(Stored data)
****

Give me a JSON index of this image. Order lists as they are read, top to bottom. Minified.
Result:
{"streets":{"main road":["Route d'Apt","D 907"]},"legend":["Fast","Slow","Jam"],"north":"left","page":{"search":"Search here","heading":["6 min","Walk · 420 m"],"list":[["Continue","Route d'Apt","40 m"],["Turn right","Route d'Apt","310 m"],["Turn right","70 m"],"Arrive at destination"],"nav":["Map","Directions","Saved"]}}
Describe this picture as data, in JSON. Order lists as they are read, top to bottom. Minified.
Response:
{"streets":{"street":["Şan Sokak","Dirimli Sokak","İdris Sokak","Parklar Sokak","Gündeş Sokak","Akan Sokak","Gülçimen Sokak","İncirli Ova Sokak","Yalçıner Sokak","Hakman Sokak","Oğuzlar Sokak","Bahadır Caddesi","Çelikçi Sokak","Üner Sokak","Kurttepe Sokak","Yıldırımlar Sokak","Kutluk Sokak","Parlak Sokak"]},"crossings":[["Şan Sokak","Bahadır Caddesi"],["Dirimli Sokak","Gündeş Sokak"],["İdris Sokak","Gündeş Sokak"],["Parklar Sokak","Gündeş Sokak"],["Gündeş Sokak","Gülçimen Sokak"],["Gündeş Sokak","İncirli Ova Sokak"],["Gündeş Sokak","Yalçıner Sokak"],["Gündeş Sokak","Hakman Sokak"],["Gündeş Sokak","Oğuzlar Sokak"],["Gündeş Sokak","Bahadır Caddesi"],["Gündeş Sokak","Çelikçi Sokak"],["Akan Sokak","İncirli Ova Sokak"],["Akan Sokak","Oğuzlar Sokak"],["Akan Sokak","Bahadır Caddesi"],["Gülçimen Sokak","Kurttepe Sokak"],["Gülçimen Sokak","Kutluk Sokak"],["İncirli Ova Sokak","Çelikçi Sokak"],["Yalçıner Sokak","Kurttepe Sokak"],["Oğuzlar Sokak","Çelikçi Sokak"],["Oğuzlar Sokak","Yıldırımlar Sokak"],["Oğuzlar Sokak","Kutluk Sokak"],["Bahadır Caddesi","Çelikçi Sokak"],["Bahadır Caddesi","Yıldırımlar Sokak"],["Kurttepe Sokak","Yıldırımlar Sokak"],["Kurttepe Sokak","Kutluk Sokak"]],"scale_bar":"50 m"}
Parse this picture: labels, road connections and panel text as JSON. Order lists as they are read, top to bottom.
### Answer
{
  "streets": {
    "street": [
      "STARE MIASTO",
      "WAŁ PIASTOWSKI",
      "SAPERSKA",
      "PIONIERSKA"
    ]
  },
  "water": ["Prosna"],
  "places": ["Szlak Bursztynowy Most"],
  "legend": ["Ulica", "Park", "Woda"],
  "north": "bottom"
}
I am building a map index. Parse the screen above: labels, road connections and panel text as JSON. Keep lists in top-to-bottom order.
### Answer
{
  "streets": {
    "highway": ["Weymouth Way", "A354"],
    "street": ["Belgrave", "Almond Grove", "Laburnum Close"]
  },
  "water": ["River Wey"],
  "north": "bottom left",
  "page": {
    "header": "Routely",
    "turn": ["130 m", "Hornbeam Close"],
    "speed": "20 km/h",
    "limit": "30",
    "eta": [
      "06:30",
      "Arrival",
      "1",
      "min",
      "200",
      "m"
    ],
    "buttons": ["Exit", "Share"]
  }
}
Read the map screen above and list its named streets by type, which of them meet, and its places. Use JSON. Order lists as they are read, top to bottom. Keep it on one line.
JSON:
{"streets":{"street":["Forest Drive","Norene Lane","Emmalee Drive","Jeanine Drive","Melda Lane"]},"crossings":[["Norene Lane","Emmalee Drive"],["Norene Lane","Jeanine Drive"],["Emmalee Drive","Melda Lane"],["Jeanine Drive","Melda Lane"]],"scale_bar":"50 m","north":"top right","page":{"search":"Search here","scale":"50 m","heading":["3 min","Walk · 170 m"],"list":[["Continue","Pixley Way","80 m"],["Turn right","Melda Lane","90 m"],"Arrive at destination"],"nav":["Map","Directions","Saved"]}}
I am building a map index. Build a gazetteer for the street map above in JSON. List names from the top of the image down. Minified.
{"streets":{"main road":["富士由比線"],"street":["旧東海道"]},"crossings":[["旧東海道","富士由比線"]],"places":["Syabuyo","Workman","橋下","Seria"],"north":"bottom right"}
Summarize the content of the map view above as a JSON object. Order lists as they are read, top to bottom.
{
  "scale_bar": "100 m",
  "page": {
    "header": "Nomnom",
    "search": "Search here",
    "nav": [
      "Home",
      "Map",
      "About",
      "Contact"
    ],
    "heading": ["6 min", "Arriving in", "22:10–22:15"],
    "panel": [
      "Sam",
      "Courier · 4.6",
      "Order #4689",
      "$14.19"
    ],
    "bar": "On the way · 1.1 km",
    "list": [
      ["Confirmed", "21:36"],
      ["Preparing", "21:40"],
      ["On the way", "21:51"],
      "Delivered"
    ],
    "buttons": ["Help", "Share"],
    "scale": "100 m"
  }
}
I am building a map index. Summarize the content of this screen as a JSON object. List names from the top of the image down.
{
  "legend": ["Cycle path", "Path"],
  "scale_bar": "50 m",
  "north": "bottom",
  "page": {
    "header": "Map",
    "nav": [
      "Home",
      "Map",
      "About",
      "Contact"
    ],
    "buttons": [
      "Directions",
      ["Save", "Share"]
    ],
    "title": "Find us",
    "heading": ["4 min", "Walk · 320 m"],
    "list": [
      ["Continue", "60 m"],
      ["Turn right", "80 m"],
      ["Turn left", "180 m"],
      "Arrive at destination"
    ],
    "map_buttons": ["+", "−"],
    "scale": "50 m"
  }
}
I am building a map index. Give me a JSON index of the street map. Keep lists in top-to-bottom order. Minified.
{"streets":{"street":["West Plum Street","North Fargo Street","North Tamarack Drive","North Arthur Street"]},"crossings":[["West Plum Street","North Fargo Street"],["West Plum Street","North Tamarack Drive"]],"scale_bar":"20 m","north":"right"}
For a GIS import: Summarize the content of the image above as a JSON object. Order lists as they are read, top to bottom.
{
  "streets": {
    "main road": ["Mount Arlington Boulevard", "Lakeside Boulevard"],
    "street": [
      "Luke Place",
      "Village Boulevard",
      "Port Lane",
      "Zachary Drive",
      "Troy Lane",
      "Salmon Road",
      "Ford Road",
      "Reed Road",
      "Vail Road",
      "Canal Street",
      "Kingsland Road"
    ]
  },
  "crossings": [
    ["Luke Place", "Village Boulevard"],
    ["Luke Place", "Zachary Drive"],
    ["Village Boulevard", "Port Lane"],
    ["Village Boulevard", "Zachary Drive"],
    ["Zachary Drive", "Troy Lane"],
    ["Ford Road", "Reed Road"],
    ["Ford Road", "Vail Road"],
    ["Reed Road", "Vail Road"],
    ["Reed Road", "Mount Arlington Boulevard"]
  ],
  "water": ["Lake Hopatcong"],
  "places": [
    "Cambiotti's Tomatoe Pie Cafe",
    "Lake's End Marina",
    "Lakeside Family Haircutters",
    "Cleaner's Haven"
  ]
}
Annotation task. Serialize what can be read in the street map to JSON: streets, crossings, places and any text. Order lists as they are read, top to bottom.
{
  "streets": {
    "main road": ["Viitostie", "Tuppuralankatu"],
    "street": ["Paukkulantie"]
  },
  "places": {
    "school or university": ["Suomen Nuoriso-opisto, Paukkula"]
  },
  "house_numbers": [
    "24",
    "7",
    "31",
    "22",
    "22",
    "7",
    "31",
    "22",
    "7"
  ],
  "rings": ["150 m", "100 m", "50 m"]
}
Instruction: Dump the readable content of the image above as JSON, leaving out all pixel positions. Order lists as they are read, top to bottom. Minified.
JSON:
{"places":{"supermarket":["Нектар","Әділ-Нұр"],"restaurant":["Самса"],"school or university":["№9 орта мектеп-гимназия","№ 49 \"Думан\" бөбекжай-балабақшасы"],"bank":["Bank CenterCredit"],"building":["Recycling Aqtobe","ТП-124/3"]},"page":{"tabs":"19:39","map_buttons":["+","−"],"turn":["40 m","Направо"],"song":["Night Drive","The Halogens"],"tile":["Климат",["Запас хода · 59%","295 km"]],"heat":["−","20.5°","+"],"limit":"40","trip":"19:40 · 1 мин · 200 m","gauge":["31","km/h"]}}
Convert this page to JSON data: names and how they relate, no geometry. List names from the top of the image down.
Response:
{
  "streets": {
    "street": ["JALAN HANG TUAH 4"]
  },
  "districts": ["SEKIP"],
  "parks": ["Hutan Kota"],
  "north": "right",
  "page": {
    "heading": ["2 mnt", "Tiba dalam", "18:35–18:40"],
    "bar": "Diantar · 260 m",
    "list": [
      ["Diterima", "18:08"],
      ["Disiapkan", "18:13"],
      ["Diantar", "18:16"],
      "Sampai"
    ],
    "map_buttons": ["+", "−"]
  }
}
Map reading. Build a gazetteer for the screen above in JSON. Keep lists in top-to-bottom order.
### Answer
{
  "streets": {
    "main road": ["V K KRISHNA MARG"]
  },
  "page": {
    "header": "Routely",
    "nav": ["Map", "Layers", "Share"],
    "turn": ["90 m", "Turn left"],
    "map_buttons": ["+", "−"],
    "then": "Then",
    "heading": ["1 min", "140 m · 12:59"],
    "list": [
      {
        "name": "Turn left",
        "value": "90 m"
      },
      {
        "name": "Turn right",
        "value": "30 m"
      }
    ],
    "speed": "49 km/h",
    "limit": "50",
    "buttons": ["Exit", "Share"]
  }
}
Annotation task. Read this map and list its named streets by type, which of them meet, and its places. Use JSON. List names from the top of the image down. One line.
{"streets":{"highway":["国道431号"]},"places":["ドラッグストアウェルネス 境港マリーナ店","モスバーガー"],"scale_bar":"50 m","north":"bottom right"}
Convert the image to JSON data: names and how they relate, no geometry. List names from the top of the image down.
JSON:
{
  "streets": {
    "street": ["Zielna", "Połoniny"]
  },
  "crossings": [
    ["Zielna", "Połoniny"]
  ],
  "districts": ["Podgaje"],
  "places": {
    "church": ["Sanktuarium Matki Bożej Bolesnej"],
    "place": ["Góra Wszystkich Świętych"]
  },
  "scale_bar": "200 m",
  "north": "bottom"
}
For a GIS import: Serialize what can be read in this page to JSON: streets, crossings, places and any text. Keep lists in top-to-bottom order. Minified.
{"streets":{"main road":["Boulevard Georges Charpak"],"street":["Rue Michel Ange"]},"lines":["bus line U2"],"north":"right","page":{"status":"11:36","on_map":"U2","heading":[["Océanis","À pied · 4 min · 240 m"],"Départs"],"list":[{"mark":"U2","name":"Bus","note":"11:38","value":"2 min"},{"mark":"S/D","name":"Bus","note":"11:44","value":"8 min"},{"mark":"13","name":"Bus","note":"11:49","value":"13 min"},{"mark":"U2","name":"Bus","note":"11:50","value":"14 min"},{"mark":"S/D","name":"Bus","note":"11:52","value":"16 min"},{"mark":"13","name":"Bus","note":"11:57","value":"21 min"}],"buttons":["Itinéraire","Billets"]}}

****

## [Required work]
Your answer should consist of each line of the data above in which the word "geometry" occurs.

## [Answer]
Convert this page to JSON data: names and how they relate, no geometry. List names from the top of the image down.
Convert the image to JSON data: names and how they relate, no geometry. List names from the top of the image down.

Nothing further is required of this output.